Many things have evolved since last time I wrote here.
Spider went from monitoring 5 000 packets by minutes to 45 000 packets by minute, with more than one month system stability. And it was some challenge. Indeed, one goal was to limit at maximum the size of the needed servers.
The architecture changes I put in place are as follows:
First, Whisperers were sending packets on the fly in asynchronous mode, without carrying much on results (except for circuit breaker).
Now, they have a limited number of simultaneous connections to back office, with a queue for stocking packets to send later. This is similar to a connection pool for DB. When packets overflow the pool, this is tracked in the monitoring.
This allows smoothing spikes of network traffic on the client side to reduce the impact on the server.
Retry pattern is bad in real time systems.
I had several retry implemented throughout the system to handle occasional 503 or time outs. And to handle synchronisation delay between packets and sessions.
The issue is that when something get bad, referring helps getting the process done, but new comers get stacked up. And the issues accumulate. Especially if getting don't solve the previous one and you have been delaying processing for many seconds.
I removed retrials done during processing to keep only those for configuration and synchronisation (polling).

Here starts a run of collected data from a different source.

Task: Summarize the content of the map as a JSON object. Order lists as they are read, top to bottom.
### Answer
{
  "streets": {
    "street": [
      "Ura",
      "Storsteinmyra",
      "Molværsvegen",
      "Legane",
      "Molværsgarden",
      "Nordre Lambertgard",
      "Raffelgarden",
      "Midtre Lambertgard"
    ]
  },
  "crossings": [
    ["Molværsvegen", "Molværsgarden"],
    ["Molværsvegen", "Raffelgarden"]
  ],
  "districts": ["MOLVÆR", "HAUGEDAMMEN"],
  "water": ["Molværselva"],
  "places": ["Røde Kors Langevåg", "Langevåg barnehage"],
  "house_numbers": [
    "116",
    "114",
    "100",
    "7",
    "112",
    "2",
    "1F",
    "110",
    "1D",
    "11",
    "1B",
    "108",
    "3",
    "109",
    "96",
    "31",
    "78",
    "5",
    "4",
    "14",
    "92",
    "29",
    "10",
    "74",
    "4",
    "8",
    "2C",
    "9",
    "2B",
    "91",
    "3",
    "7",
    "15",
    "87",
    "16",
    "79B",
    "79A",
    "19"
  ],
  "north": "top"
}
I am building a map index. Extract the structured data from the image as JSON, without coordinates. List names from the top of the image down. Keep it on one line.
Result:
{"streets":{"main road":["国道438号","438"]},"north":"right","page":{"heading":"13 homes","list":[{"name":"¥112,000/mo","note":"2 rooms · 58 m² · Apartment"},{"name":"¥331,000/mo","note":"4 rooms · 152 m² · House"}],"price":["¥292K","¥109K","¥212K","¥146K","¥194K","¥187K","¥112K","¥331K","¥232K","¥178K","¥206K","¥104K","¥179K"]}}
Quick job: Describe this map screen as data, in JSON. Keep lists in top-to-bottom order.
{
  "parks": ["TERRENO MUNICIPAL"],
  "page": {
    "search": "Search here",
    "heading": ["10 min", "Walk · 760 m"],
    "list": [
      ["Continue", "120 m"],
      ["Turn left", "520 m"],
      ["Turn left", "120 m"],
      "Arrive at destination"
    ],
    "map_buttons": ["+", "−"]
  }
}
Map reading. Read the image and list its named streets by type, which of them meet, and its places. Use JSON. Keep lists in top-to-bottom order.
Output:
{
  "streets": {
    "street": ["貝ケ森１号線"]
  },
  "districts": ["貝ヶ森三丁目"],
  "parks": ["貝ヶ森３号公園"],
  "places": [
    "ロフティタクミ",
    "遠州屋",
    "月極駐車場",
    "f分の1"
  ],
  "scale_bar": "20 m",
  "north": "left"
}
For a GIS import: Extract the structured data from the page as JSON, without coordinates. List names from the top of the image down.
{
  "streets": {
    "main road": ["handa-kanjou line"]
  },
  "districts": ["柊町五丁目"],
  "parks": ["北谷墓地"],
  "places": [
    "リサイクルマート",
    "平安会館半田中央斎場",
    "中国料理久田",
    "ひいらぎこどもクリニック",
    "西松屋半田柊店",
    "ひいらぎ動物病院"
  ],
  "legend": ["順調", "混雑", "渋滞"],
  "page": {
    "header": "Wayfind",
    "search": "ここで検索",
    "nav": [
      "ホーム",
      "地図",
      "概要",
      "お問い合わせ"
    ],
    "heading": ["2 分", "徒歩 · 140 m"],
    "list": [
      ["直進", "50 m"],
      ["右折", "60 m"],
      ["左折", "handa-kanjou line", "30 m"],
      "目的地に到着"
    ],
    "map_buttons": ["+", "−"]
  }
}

Errors on processing are marked and reprocessed once by another process ten minutes after. Then I can get errors on the fly, most of them being solved later. If not, then, they are definitely errors.
Node is mono threaded. For it to answer to connection requests, you have to give the have back to the event loop as soon as you can.
I added setImmediate calls in the processing loops, this got rid of most of my 503s.
Redis is a great in memory database. It gives building blocks for many many architecture patterns.
However, things that looks easy out of the box need to be taken with care. There is no magic.
Redis has a feature of automatic removal of volatile keys. However, to find keys to remove, Redis pick 20 keys at random every 100 ms, and if more than 25% keys were to be removed, it loops!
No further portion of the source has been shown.